(Beginning of Exercise input)

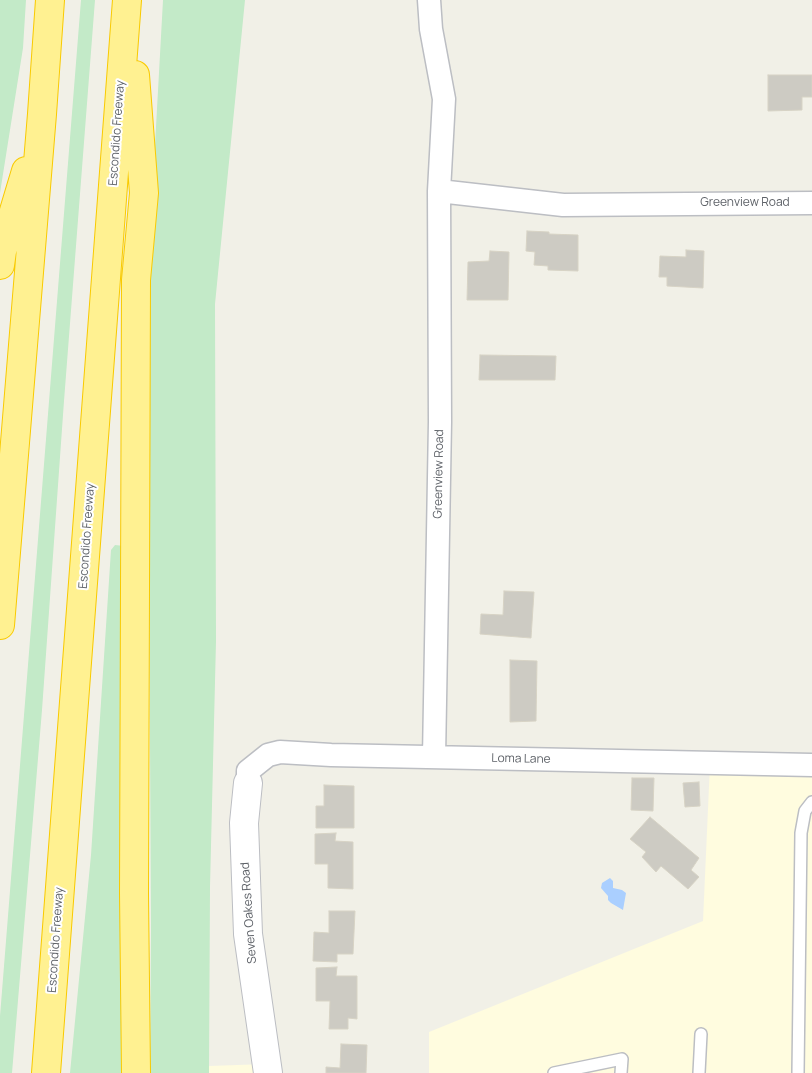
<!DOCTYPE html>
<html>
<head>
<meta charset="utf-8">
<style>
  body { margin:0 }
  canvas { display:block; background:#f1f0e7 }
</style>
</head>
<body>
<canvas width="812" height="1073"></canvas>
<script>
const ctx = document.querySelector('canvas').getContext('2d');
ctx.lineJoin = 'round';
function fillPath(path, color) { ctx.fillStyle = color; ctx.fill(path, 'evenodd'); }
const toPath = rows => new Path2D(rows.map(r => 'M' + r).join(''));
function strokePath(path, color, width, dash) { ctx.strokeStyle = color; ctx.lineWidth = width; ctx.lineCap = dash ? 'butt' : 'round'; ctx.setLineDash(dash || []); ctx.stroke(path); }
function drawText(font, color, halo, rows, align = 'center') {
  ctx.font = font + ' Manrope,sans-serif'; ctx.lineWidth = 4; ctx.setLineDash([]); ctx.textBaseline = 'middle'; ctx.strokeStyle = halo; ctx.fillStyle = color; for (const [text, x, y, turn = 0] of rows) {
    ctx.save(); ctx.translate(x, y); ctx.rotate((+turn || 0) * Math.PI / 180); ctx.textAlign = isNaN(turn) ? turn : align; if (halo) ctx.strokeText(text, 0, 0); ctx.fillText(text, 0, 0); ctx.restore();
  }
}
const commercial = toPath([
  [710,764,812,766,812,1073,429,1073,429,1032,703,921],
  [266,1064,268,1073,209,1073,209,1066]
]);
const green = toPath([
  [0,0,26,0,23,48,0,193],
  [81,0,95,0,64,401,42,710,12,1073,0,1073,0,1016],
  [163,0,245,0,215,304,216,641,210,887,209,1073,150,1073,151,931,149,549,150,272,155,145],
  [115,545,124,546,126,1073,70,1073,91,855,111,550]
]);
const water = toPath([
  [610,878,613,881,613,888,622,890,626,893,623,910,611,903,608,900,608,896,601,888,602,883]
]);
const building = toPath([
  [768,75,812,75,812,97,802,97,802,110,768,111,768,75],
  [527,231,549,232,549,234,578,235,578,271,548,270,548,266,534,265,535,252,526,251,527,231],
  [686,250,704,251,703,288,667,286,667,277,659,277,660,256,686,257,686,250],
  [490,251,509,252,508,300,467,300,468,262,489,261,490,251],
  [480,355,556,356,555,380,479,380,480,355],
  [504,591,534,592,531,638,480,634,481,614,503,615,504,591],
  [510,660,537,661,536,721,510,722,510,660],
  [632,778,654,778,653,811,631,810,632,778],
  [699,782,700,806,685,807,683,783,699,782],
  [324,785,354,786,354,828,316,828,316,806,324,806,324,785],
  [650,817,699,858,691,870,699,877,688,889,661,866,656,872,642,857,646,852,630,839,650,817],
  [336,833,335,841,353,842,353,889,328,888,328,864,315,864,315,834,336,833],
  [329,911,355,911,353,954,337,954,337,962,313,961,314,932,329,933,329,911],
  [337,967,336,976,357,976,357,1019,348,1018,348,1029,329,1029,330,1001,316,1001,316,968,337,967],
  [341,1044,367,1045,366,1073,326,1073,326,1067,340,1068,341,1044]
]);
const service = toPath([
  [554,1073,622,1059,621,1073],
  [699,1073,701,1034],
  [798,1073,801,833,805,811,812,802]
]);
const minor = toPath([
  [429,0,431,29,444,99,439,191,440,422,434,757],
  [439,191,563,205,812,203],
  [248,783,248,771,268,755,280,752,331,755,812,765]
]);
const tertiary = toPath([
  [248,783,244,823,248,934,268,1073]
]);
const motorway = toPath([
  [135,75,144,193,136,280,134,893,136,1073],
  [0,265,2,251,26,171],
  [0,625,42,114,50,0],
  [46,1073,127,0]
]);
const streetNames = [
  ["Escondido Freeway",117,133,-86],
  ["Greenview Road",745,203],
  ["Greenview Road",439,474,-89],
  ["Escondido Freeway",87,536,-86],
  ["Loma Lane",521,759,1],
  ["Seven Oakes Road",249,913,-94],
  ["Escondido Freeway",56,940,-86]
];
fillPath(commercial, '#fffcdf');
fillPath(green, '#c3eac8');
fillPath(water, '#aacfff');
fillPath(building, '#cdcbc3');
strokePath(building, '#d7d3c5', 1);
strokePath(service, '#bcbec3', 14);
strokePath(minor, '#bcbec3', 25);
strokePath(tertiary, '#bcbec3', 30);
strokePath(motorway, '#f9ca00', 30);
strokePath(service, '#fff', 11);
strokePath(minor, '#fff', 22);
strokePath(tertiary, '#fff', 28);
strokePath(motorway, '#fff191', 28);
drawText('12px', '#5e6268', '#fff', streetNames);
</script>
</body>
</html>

(End of Exercise input)
(Beginning of Exercise input)

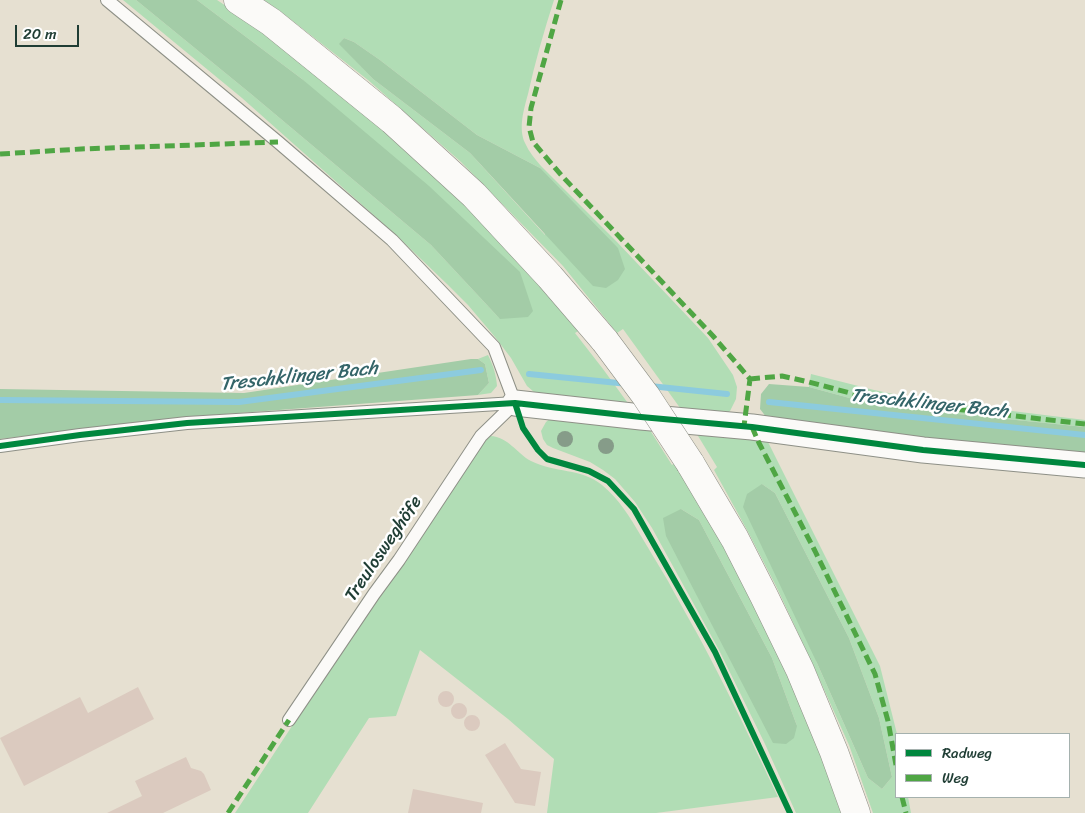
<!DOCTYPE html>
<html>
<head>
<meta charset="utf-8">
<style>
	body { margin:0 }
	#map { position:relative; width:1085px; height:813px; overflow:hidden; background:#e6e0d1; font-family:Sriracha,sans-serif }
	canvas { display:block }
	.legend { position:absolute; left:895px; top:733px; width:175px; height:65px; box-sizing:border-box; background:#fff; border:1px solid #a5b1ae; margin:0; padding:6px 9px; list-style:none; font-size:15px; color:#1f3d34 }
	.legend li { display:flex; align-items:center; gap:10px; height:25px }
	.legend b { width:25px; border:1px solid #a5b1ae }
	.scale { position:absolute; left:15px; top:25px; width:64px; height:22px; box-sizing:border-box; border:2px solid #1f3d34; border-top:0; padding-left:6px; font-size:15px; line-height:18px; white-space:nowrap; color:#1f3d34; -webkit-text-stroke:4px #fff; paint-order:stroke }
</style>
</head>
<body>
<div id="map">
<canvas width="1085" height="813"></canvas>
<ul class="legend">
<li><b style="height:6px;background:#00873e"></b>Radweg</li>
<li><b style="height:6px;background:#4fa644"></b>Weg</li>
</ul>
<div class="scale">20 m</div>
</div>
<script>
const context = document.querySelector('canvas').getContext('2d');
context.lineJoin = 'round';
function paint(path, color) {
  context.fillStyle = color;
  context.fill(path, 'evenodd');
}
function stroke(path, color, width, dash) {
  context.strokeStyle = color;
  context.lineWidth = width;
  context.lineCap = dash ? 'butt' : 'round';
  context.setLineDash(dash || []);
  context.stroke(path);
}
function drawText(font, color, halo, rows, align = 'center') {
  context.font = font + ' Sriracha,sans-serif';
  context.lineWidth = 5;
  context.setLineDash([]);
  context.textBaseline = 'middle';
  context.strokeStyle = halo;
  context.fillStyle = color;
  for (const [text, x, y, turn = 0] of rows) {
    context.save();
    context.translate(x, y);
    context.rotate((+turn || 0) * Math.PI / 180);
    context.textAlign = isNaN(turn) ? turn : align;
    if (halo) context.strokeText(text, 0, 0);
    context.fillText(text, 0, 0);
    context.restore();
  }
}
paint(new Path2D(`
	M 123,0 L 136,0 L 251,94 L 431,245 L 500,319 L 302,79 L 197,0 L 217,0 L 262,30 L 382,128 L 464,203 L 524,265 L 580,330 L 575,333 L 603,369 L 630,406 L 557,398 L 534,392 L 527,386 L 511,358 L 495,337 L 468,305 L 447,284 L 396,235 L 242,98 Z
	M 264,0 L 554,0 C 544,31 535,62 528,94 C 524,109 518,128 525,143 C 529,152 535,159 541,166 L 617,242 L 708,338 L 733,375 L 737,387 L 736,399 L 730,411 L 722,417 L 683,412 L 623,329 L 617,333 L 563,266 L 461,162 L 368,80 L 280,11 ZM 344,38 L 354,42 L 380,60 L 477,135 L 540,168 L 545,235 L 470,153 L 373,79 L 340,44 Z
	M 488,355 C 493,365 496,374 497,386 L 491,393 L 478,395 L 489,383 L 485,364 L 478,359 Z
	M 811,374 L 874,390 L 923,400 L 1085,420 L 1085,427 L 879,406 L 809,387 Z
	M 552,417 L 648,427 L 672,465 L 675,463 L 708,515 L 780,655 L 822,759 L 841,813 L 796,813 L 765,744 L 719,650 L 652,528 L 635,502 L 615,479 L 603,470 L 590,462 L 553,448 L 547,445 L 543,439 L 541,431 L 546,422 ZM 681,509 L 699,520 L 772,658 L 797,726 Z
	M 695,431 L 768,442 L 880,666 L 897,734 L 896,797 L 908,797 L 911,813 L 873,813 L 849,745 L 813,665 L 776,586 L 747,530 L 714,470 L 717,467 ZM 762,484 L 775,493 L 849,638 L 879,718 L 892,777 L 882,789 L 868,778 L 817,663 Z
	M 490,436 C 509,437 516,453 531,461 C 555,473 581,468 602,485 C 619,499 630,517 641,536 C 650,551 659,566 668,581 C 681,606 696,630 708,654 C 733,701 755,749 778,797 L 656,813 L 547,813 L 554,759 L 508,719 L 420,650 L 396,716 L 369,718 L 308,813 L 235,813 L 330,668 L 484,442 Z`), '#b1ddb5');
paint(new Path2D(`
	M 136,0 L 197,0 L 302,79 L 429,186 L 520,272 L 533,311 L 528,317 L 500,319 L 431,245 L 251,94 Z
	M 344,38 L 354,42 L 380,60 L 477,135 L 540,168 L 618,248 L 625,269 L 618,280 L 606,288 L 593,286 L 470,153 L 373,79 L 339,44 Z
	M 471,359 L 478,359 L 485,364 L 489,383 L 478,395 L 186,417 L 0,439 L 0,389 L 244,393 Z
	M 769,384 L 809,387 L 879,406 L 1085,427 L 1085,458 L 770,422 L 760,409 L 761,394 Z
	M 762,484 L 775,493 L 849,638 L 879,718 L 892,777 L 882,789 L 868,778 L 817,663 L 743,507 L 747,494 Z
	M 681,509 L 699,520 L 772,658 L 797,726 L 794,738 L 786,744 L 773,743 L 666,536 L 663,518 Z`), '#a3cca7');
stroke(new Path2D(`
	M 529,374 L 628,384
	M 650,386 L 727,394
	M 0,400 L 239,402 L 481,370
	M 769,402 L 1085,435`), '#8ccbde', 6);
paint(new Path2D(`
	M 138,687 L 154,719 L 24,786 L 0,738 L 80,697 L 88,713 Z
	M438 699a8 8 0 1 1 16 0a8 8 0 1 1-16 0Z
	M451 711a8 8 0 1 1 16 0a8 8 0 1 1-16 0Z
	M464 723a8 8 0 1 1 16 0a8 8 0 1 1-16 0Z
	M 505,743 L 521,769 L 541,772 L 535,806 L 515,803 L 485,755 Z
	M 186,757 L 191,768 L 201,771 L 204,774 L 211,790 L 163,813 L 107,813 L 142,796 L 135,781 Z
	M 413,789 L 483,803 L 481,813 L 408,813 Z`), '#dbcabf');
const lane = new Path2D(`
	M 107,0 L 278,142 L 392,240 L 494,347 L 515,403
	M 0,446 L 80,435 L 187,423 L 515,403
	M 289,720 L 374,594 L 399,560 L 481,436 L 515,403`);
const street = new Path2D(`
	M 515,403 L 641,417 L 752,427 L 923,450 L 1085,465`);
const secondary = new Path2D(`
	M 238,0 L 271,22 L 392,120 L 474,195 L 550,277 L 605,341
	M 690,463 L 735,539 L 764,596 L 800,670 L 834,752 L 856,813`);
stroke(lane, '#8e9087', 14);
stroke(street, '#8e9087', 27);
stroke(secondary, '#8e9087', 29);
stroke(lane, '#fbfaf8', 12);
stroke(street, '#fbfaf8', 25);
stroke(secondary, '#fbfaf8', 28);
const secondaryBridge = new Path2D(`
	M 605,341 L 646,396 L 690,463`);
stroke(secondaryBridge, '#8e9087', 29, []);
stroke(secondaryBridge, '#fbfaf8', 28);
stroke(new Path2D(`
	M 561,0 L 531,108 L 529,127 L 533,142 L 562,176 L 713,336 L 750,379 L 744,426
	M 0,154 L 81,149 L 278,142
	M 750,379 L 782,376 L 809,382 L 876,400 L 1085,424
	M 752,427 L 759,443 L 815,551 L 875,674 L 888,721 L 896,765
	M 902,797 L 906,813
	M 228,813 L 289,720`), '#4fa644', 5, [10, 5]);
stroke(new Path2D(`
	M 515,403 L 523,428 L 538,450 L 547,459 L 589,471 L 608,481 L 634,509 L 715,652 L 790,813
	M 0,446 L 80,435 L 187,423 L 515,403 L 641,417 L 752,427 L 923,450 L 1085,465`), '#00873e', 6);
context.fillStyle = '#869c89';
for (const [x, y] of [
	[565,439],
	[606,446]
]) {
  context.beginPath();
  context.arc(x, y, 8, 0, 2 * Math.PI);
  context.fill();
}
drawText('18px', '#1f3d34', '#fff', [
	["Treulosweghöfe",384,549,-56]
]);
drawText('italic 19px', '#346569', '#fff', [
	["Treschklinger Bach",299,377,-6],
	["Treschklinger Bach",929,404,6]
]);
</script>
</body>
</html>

(End of Exercise input)

▸ Exercise brief: Copy out only the lines above from the one with "context.translate(x, y);" to the one with "L 747,494 Z", inclusive, exactly as they stand.

▸ Reply:
    context.translate(x, y);
    context.rotate((+turn || 0) * Math.PI / 180);
    context.textAlign = isNaN(turn) ? turn : align;
    if (halo) context.strokeText(text, 0, 0);
    context.fillText(text, 0, 0);
    context.restore();
  }
}
paint(new Path2D(`
	M 123,0 L 136,0 L 251,94 L 431,245 L 500,319 L 302,79 L 197,0 L 217,0 L 262,30 L 382,128 L 464,203 L 524,265 L 580,330 L 575,333 L 603,369 L 630,406 L 557,398 L 534,392 L 527,386 L 511,358 L 495,337 L 468,305 L 447,284 L 396,235 L 242,98 Z
	M 264,0 L 554,0 C 544,31 535,62 528,94 C 524,109 518,128 525,143 C 529,152 535,159 541,166 L 617,242 L 708,338 L 733,375 L 737,387 L 736,399 L 730,411 L 722,417 L 683,412 L 623,329 L 617,333 L 563,266 L 461,162 L 368,80 L 280,11 ZM 344,38 L 354,42 L 380,60 L 477,135 L 540,168 L 545,235 L 470,153 L 373,79 L 340,44 Z
	M 488,355 C 493,365 496,374 497,386 L 491,393 L 478,395 L 489,383 L 485,364 L 478,359 Z
	M 811,374 L 874,390 L 923,400 L 1085,420 L 1085,427 L 879,406 L 809,387 Z
	M 552,417 L 648,427 L 672,465 L 675,463 L 708,515 L 780,655 L 822,759 L 841,813 L 796,813 L 765,744 L 719,650 L 652,528 L 635,502 L 615,479 L 603,470 L 590,462 L 553,448 L 547,445 L 543,439 L 541,431 L 546,422 ZM 681,509 L 699,520 L 772,658 L 797,726 Z
	M 695,431 L 768,442 L 880,666 L 897,734 L 896,797 L 908,797 L 911,813 L 873,813 L 849,745 L 813,665 L 776,586 L 747,530 L 714,470 L 717,467 ZM 762,484 L 775,493 L 849,638 L 879,718 L 892,777 L 882,789 L 868,778 L 817,663 Z
	M 490,436 C 509,437 516,453 531,461 C 555,473 581,468 602,485 C 619,499 630,517 641,536 C 650,551 659,566 668,581 C 681,606 696,630 708,654 C 733,701 755,749 778,797 L 656,813 L 547,813 L 554,759 L 508,719 L 420,650 L 396,716 L 369,718 L 308,813 L 235,813 L 330,668 L 484,442 Z`), '#b1ddb5');
paint(new Path2D(`
	M 136,0 L 197,0 L 302,79 L 429,186 L 520,272 L 533,311 L 528,317 L 500,319 L 431,245 L 251,94 Z
	M 344,38 L 354,42 L 380,60 L 477,135 L 540,168 L 618,248 L 625,269 L 618,280 L 606,288 L 593,286 L 470,153 L 373,79 L 339,44 Z
	M 471,359 L 478,359 L 485,364 L 489,383 L 478,395 L 186,417 L 0,439 L 0,389 L 244,393 Z
	M 769,384 L 809,387 L 879,406 L 1085,427 L 1085,458 L 770,422 L 760,409 L 761,394 Z
	M 762,484 L 775,493 L 849,638 L 879,718 L 892,777 L 882,789 L 868,778 L 817,663 L 743,507 L 747,494 Z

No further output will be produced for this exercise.